■ What this task involves:
Using "strokeStyle" as the search string, find the matching lines below and copy them.

##### Material provided

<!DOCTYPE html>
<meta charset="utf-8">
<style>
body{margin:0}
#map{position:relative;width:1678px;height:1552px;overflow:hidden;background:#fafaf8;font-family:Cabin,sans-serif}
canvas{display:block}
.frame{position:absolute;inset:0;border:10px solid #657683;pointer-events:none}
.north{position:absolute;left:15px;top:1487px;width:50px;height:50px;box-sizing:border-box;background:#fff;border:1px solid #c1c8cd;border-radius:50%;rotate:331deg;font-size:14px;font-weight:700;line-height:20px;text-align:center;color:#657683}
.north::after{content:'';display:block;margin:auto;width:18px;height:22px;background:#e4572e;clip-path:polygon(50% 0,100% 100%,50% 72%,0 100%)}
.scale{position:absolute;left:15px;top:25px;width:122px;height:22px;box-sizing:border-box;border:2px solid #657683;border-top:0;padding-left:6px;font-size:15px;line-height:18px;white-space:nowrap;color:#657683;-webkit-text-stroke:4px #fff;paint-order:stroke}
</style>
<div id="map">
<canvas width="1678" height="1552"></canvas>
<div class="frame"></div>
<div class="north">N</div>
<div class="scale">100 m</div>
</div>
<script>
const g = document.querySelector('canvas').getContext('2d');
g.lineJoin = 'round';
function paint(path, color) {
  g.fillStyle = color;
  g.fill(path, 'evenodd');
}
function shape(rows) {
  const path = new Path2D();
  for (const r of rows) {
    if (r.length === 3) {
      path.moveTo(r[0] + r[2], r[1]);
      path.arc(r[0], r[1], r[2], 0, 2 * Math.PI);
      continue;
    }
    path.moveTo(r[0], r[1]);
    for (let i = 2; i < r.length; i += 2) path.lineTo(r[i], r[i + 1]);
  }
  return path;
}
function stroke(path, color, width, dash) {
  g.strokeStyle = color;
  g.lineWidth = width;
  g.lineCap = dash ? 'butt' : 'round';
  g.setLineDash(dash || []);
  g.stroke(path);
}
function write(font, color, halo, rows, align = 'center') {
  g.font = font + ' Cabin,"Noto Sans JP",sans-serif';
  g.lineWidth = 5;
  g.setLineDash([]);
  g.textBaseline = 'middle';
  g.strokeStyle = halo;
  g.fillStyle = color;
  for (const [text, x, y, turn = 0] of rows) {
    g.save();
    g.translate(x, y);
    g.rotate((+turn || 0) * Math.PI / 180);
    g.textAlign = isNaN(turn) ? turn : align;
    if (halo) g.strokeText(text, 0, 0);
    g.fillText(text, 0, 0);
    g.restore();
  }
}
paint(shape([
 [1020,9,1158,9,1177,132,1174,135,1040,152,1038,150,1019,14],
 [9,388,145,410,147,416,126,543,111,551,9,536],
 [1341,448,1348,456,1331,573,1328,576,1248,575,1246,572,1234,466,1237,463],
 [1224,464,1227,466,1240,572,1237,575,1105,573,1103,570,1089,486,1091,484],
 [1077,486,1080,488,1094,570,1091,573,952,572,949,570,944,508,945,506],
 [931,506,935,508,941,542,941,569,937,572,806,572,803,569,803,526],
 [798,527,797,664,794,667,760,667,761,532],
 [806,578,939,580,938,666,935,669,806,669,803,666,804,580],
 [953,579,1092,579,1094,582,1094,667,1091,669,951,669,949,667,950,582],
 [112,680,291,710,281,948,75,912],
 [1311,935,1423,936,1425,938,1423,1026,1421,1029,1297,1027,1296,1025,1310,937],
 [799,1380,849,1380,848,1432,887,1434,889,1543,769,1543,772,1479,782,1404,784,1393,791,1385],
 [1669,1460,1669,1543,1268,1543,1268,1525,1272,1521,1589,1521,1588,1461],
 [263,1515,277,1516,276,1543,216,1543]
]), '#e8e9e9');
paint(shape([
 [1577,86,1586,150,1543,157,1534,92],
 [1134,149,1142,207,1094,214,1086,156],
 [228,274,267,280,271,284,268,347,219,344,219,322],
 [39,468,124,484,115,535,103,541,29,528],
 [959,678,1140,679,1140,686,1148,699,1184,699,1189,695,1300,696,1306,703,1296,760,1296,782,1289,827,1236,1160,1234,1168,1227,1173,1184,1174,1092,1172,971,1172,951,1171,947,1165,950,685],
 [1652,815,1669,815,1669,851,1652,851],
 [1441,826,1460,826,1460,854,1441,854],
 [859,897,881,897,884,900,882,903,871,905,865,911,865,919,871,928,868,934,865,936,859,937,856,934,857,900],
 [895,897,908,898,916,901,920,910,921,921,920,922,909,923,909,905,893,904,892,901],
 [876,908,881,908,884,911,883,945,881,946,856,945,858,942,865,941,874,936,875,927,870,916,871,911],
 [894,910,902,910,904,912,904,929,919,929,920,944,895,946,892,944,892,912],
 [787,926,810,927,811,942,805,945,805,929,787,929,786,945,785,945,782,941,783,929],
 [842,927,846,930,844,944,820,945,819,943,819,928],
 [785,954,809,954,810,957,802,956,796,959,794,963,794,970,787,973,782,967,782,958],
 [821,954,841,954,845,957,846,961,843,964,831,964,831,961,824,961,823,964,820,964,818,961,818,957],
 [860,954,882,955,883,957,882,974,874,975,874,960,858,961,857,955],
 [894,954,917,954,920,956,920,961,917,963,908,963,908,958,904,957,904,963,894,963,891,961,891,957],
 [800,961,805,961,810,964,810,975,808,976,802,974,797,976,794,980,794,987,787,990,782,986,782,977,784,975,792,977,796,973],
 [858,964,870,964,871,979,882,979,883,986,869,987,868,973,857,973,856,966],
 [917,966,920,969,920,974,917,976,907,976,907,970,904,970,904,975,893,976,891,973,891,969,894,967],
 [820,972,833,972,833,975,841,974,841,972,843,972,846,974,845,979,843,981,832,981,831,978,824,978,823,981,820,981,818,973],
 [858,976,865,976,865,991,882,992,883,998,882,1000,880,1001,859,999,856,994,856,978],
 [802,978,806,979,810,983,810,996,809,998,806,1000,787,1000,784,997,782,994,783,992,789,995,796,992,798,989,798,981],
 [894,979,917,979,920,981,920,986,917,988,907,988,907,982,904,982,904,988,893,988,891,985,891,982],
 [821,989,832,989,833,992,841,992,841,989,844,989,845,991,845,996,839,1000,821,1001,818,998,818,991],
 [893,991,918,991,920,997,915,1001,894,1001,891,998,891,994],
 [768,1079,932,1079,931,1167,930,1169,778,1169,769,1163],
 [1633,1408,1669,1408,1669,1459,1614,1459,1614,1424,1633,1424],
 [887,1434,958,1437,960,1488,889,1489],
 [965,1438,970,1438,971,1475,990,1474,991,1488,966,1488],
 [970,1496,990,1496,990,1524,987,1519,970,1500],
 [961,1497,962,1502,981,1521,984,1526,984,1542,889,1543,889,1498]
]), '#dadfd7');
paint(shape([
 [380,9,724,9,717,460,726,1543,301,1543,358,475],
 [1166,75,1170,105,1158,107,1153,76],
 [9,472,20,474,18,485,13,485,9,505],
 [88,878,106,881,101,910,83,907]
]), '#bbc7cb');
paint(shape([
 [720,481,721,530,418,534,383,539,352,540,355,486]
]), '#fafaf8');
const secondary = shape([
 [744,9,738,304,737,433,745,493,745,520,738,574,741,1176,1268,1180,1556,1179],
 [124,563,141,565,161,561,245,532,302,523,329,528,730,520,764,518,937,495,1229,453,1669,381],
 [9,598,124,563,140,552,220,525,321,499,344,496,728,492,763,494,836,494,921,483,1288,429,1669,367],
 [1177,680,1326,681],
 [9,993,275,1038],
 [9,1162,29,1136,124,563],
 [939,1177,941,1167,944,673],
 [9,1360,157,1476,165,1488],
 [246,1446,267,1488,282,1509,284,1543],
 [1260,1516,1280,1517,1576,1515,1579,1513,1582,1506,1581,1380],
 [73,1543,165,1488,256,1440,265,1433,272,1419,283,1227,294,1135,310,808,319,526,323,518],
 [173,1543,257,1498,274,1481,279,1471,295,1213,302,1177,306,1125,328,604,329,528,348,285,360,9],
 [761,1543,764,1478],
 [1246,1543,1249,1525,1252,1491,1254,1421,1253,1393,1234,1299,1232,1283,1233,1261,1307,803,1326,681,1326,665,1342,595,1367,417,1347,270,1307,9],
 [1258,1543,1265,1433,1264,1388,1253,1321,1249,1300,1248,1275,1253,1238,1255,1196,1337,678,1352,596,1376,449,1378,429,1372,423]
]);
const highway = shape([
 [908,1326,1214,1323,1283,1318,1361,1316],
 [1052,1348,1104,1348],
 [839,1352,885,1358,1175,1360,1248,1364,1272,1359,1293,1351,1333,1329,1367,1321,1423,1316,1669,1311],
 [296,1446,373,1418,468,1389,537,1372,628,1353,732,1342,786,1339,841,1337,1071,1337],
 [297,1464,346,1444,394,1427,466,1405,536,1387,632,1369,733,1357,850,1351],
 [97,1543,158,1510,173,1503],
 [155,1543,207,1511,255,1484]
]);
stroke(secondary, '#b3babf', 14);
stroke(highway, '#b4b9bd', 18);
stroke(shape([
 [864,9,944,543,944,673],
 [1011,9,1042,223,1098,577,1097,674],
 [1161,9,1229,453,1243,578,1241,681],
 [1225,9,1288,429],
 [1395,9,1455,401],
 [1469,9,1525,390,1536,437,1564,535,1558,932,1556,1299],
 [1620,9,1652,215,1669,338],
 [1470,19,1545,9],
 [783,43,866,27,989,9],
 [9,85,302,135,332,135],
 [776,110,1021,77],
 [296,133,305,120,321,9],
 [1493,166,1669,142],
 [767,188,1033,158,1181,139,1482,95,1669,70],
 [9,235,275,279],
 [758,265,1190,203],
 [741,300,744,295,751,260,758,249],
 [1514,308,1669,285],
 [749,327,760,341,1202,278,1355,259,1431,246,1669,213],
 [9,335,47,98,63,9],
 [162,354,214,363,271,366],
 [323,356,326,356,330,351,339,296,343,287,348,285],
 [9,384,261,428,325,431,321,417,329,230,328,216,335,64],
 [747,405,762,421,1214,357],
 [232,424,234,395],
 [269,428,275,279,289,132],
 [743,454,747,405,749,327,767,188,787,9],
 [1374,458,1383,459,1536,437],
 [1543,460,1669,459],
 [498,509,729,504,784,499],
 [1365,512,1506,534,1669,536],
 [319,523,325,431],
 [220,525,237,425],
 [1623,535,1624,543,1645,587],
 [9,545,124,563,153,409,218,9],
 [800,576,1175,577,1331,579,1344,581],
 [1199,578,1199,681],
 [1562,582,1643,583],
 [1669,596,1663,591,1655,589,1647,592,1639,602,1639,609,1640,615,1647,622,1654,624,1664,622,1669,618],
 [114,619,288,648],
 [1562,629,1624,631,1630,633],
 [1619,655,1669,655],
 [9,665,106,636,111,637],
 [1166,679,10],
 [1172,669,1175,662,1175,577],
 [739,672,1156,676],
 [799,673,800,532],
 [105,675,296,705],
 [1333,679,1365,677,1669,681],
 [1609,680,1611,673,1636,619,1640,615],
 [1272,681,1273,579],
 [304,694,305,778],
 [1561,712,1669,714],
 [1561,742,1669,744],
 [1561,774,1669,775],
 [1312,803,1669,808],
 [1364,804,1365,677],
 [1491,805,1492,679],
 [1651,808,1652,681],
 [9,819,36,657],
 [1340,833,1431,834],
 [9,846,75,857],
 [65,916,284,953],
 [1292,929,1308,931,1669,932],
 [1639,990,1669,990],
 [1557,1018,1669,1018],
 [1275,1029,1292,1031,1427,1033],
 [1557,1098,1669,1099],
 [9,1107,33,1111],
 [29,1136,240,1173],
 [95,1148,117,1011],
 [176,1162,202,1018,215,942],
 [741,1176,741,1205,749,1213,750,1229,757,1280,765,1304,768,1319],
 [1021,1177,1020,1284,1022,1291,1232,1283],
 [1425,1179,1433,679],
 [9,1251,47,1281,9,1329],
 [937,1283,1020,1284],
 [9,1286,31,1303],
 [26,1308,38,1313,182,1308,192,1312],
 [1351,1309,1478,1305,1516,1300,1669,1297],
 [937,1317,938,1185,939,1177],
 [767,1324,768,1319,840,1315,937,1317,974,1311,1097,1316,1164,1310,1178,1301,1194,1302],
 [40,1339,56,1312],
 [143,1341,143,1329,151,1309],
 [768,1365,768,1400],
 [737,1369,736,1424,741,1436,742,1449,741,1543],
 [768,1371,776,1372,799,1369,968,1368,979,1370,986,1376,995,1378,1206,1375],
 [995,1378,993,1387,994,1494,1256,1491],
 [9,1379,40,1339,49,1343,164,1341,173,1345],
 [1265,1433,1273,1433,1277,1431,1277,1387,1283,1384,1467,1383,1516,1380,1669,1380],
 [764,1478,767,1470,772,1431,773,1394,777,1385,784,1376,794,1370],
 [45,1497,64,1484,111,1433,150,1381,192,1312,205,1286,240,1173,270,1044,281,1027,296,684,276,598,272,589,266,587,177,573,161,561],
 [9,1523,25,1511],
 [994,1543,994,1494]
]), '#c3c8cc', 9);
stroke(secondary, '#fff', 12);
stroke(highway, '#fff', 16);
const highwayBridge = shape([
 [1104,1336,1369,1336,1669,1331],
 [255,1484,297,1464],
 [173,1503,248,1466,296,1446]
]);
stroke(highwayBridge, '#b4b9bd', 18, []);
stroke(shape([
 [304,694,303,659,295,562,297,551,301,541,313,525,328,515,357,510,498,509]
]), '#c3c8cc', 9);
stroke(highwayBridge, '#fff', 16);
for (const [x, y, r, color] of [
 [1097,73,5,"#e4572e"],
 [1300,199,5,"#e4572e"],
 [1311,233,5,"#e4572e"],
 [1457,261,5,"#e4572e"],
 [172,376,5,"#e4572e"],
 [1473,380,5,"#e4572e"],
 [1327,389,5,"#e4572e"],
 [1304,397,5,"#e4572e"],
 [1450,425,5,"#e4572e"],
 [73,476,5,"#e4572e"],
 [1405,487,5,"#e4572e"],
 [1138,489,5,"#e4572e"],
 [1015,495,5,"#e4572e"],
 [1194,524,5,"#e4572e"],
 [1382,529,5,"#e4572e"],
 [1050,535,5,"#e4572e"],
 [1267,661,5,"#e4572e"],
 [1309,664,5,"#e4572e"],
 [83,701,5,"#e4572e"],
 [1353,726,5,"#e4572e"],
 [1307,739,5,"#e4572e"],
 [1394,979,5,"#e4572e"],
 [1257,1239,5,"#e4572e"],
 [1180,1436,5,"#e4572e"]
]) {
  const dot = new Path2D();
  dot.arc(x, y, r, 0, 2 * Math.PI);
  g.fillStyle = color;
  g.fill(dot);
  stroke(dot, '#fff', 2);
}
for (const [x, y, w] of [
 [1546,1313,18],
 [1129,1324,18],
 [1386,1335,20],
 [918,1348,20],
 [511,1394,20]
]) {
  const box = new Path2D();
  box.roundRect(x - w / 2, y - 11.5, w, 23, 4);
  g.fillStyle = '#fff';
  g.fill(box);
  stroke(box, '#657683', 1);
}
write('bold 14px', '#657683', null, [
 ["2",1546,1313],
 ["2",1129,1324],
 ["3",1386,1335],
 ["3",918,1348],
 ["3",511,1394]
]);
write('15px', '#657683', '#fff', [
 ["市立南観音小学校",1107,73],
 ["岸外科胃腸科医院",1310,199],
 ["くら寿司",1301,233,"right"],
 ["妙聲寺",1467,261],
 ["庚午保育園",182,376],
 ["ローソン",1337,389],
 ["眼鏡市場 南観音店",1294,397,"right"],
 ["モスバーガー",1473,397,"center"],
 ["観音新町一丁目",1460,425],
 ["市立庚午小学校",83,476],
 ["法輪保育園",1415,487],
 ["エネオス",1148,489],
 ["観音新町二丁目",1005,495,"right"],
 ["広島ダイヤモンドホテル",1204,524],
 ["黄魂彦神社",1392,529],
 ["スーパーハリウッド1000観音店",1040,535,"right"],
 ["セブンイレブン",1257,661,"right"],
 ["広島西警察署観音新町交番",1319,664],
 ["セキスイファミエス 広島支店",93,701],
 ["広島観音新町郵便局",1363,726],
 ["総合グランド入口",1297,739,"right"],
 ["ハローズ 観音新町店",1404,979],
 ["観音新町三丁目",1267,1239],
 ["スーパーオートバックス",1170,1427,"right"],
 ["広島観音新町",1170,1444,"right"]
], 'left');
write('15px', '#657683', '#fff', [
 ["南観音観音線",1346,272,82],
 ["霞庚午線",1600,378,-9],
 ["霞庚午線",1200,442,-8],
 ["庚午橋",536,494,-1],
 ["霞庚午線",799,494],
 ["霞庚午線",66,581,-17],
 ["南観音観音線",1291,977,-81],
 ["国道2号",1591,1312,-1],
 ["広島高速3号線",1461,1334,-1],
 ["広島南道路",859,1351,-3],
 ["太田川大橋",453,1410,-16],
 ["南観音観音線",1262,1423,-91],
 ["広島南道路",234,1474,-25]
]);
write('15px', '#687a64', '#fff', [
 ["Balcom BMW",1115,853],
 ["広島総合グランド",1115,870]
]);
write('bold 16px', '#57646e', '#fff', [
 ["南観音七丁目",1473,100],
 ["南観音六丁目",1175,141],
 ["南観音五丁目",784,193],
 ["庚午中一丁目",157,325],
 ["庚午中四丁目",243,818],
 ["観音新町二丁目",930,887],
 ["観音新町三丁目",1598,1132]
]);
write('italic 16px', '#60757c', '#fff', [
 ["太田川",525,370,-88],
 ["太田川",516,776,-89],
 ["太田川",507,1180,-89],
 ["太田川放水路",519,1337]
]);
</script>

##########

■ Response to the task:
  g.strokeStyle = color;
  g.strokeStyle = halo;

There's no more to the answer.